Problem statement: Copy out every line of the material below, character for character, apart from the pictures.

Data for review:

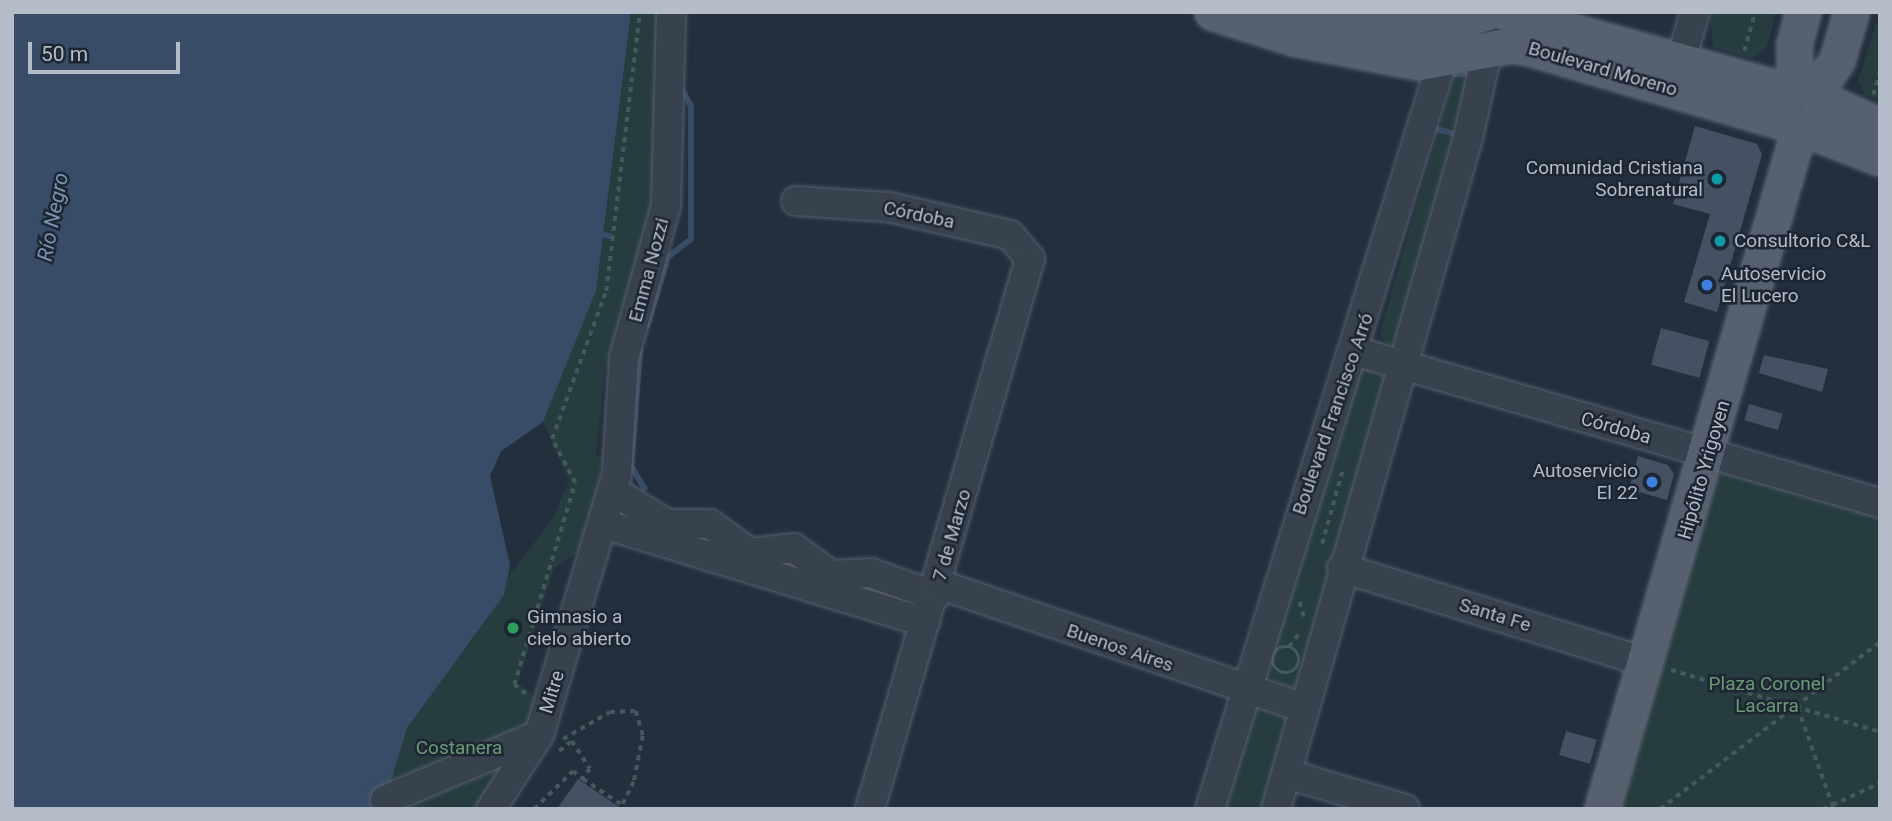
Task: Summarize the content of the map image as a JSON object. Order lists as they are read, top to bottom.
{
  "streets": {
    "main road": ["Boulevard Moreno", "Hipólito Yrigoyen"],
    "street": [
      "Córdoba",
      "Emma Nozzi",
      "Boulevard Francisco Arró",
      "7 de Marzo",
      "Santa Fe",
      "Buenos Aires",
      "Mitre"
    ]
  },
  "crossings": [
    ["Boulevard Moreno", "Boulevard Francisco Arró"],
    ["Boulevard Moreno", "Hipólito Yrigoyen"],
    ["Córdoba", "Boulevard Francisco Arró"],
    ["Córdoba", "Hipólito Yrigoyen"],
    ["Córdoba", "7 de Marzo"],
    ["Emma Nozzi", "Buenos Aires"],
    ["Emma Nozzi", "Mitre"],
    ["Boulevard Francisco Arró", "Buenos Aires"],
    ["Hipólito Yrigoyen", "Santa Fe"],
    ["7 de Marzo", "Buenos Aires"],
    ["Buenos Aires", "Mitre"]
  ],
  "water": ["Río Negro"],
  "parks": ["Plaza Coronel Lacarra", "Costanera"],
  "places": [
    "Comunidad Cristiana Sobrenatural",
    "Consultorio C&L",
    "Autoservicio El Lucero",
    "Autoservicio El 22",
    "Gimnasio a cielo abierto"
  ],
  "scale_bar": "50 m"
}
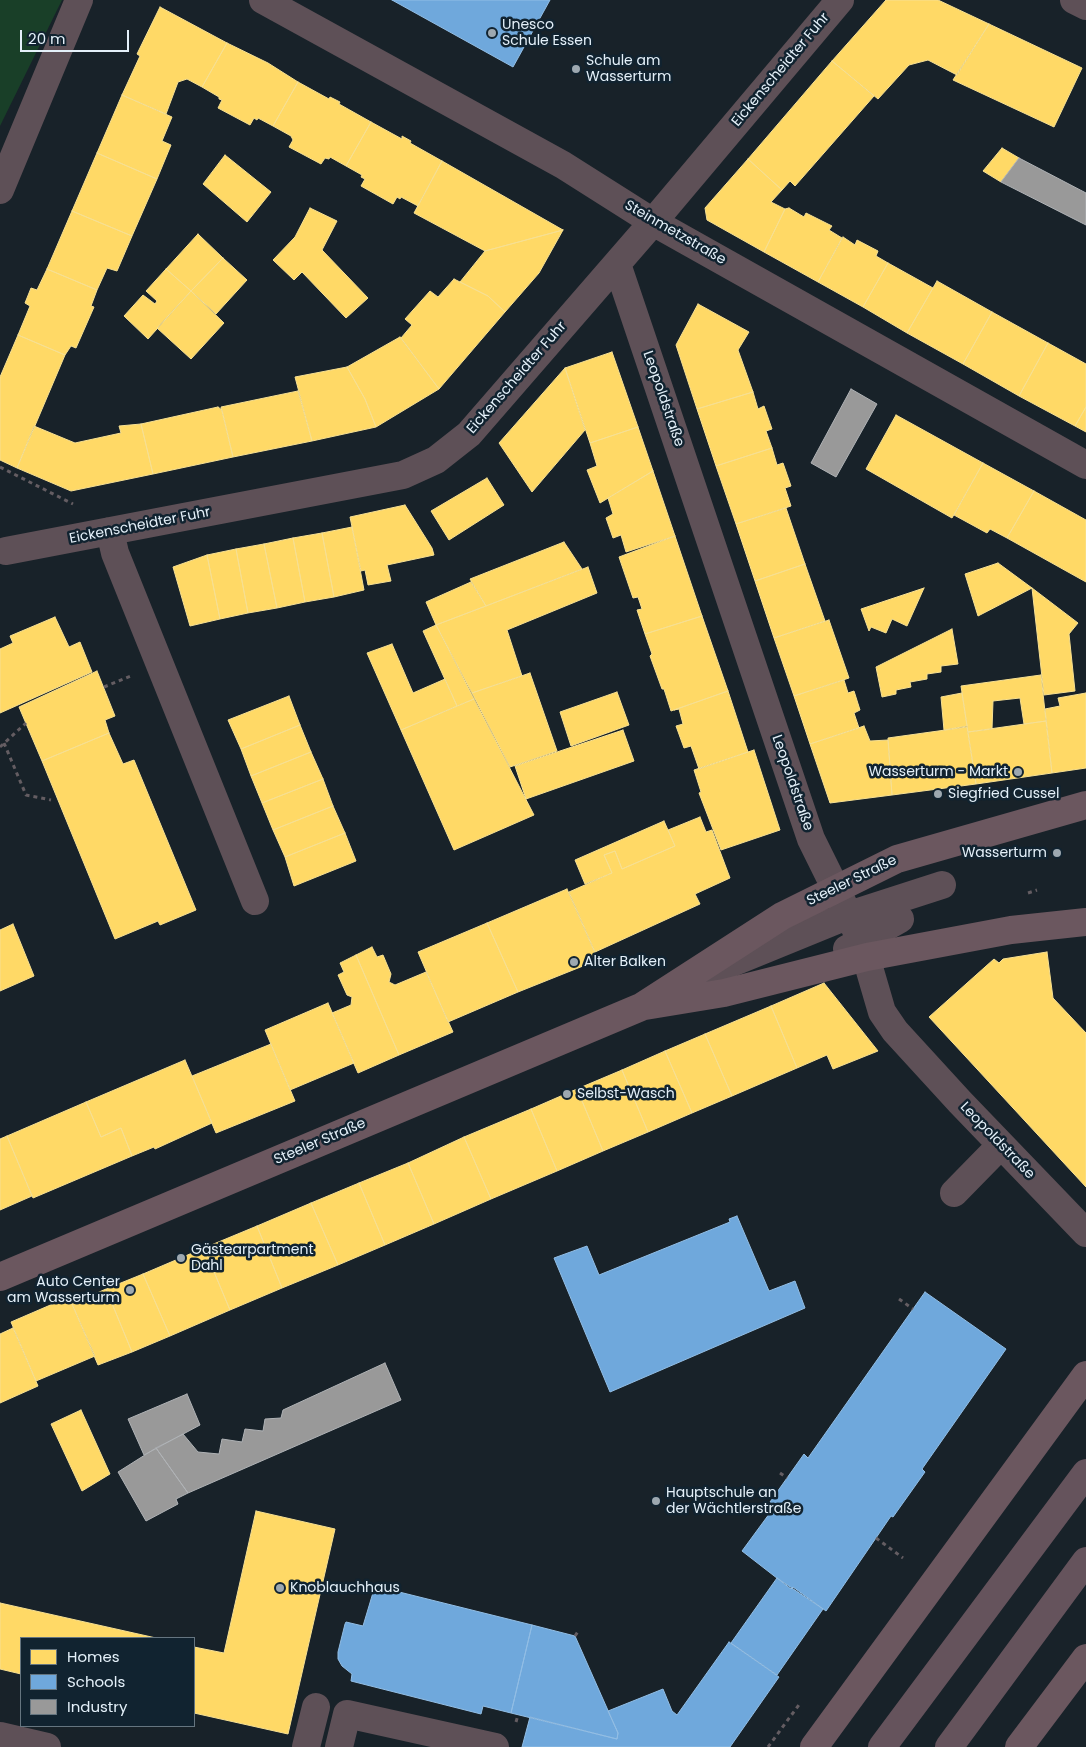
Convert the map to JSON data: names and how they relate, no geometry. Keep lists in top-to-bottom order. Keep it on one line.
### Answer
{"streets":{"main road":["Steeler Straße"],"street":["Eickenscheidter Fuhr","Steinmetzstraße","Leopoldstraße"]},"crossings":[["Eickenscheidter Fuhr","Steinmetzstraße"],["Eickenscheidter Fuhr","Leopoldstraße"],["Leopoldstraße","Steeler Straße"]],"places":["Unesco Schule Essen","Schule am Wasserturm","Wasserturm - Markt","Siegfried Cussel","Wasserturm","Alter Balken","Selbst-Wasch","Gästearpartment Dahl","Auto Center am Wasserturm","Hauptschule an der Wächtlerstraße","Knoblauchhaus"],"legend":["Homes","Schools","Industry"],"scale_bar":"20 m"}
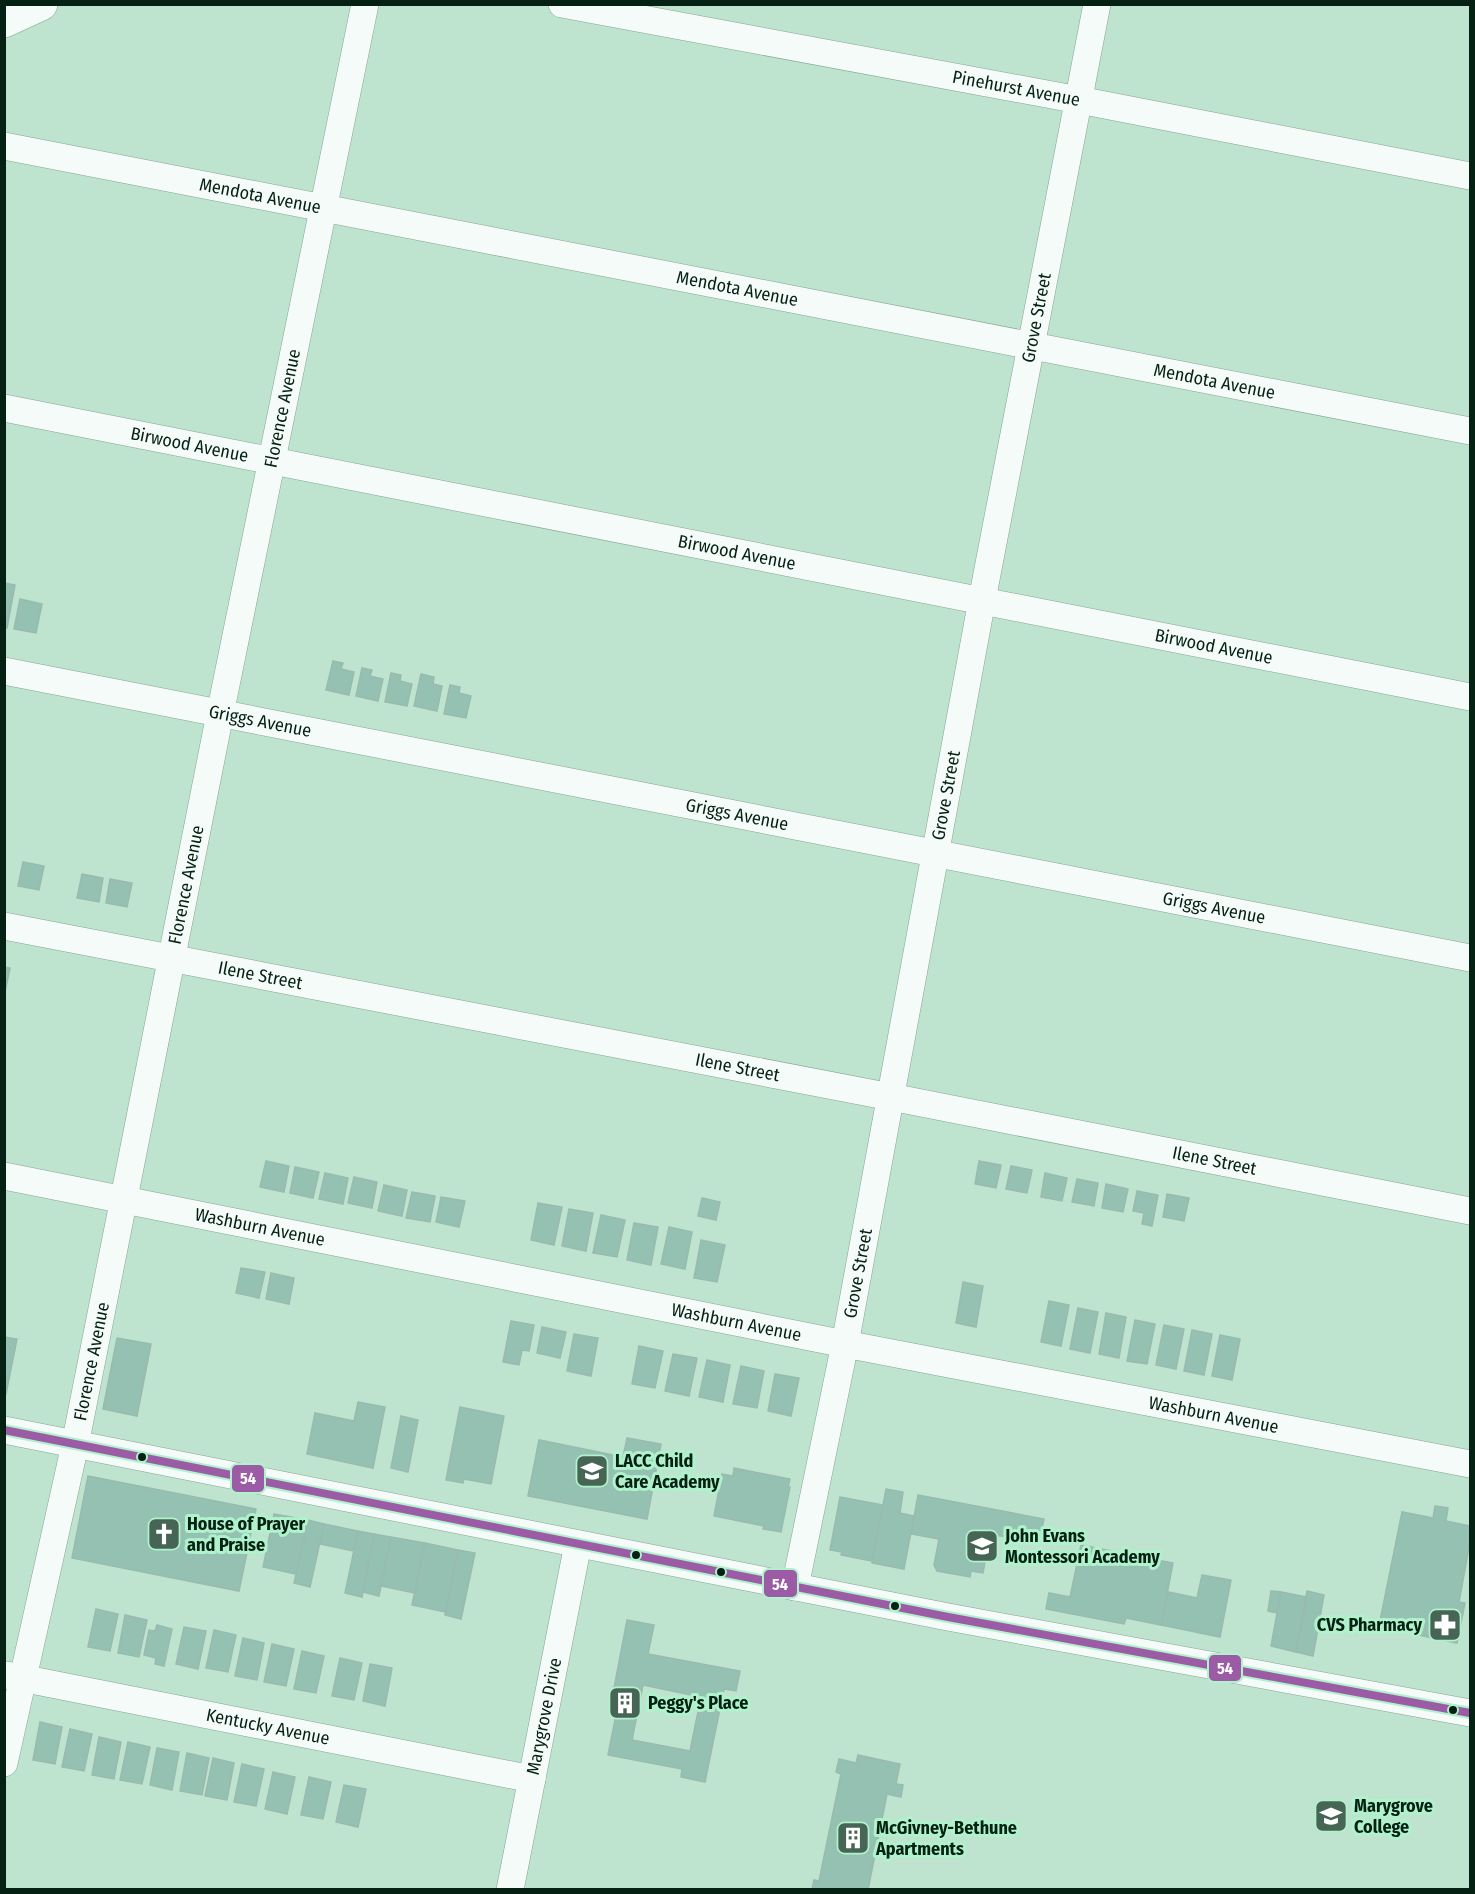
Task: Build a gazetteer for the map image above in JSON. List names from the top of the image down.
{
  "streets": {
    "street": [
      "Pinehurst Avenue",
      "Mendota Avenue",
      "Grove Street",
      "Florence Avenue",
      "Birwood Avenue",
      "Griggs Avenue",
      "Ilene Street",
      "Washburn Avenue",
      "Marygrove Drive",
      "Kentucky Avenue"
    ]
  },
  "crossings": [
    ["Pinehurst Avenue", "Grove Street"],
    ["Mendota Avenue", "Grove Street"],
    ["Mendota Avenue", "Florence Avenue"],
    ["Grove Street", "Birwood Avenue"],
    ["Grove Street", "Griggs Avenue"],
    ["Grove Street", "Ilene Street"],
    ["Grove Street", "Washburn Avenue"],
    ["Florence Avenue", "Birwood Avenue"],
    ["Florence Avenue", "Griggs Avenue"],
    ["Florence Avenue", "Ilene Street"],
    ["Florence Avenue", "Washburn Avenue"],
    ["Florence Avenue", "Kentucky Avenue"],
    ["Marygrove Drive", "Kentucky Avenue"]
  ],
  "places": {
    "school or university": ["LACC Child Care Academy", "John Evans Montessori Academy", "Marygrove College"],
    "church": ["House of Prayer and Praise"],
    "pharmacy": ["CVS Pharmacy"],
    "building": ["Peggy's Place", "McGivney-Bethune Apartments"]
  },
  "lines": ["transit line 54"]
}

Completed exercise:
Task: Summarize the content of the map image as a JSON object. Order lists as they are read, top to bottom.
{
  "streets": {
    "main road": ["Boulevard Moreno", "Hipólito Yrigoyen"],
    "street": [
      "Córdoba",
      "Emma Nozzi",
      "Boulevard Francisco Arró",
      "7 de Marzo",
      "Santa Fe",
      "Buenos Aires",
      "Mitre"
    ]
  },
  "crossings": [
    ["Boulevard Moreno", "Boulevard Francisco Arró"],
    ["Boulevard Moreno", "Hipólito Yrigoyen"],
    ["Córdoba", "Boulevard Francisco Arró"],
    ["Córdoba", "Hipólito Yrigoyen"],
    ["Córdoba", "7 de Marzo"],
    ["Emma Nozzi", "Buenos Aires"],
    ["Emma Nozzi", "Mitre"],
    ["Boulevard Francisco Arró", "Buenos Aires"],
    ["Hipólito Yrigoyen", "Santa Fe"],
    ["7 de Marzo", "Buenos Aires"],
    ["Buenos Aires", "Mitre"]
  ],
  "water": ["Río Negro"],
  "parks": ["Plaza Coronel Lacarra", "Costanera"],
  "places": [
    "Comunidad Cristiana Sobrenatural",
    "Consultorio C&L",
    "Autoservicio El Lucero",
    "Autoservicio El 22",
    "Gimnasio a cielo abierto"
  ],
  "scale_bar": "50 m"
}
Convert the map to JSON data: names and how they relate, no geometry. Keep lists in top-to-bottom order. Keep it on one line.
### Answer
{"streets":{"main road":["Steeler Straße"],"street":["Eickenscheidter Fuhr","Steinmetzstraße","Leopoldstraße"]},"crossings":[["Eickenscheidter Fuhr","Steinmetzstraße"],["Eickenscheidter Fuhr","Leopoldstraße"],["Leopoldstraße","Steeler Straße"]],"places":["Unesco Schule Essen","Schule am Wasserturm","Wasserturm - Markt","Siegfried Cussel","Wasserturm","Alter Balken","Selbst-Wasch","Gästearpartment Dahl","Auto Center am Wasserturm","Hauptschule an der Wächtlerstraße","Knoblauchhaus"],"legend":["Homes","Schools","Industry"],"scale_bar":"20 m"}
Task: Build a gazetteer for the map image above in JSON. List names from the top of the image down.
{
  "streets": {
    "street": [
      "Pinehurst Avenue",
      "Mendota Avenue",
      "Grove Street",
      "Florence Avenue",
      "Birwood Avenue",
      "Griggs Avenue",
      "Ilene Street",
      "Washburn Avenue",
      "Marygrove Drive",
      "Kentucky Avenue"
    ]
  },
  "crossings": [
    ["Pinehurst Avenue", "Grove Street"],
    ["Mendota Avenue", "Grove Street"],
    ["Mendota Avenue", "Florence Avenue"],
    ["Grove Street", "Birwood Avenue"],
    ["Grove Street", "Griggs Avenue"],
    ["Grove Street", "Ilene Street"],
    ["Grove Street", "Washburn Avenue"],
    ["Florence Avenue", "Birwood Avenue"],
    ["Florence Avenue", "Griggs Avenue"],
    ["Florence Avenue", "Ilene Street"],
    ["Florence Avenue", "Washburn Avenue"],
    ["Florence Avenue", "Kentucky Avenue"],
    ["Marygrove Drive", "Kentucky Avenue"]
  ],
  "places": {
    "school or university": ["LACC Child Care Academy", "John Evans Montessori Academy", "Marygrove College"],
    "church": ["House of Prayer and Praise"],
    "pharmacy": ["CVS Pharmacy"],
    "building": ["Peggy's Place", "McGivney-Bethune Apartments"]
  },
  "lines": ["transit line 54"]
}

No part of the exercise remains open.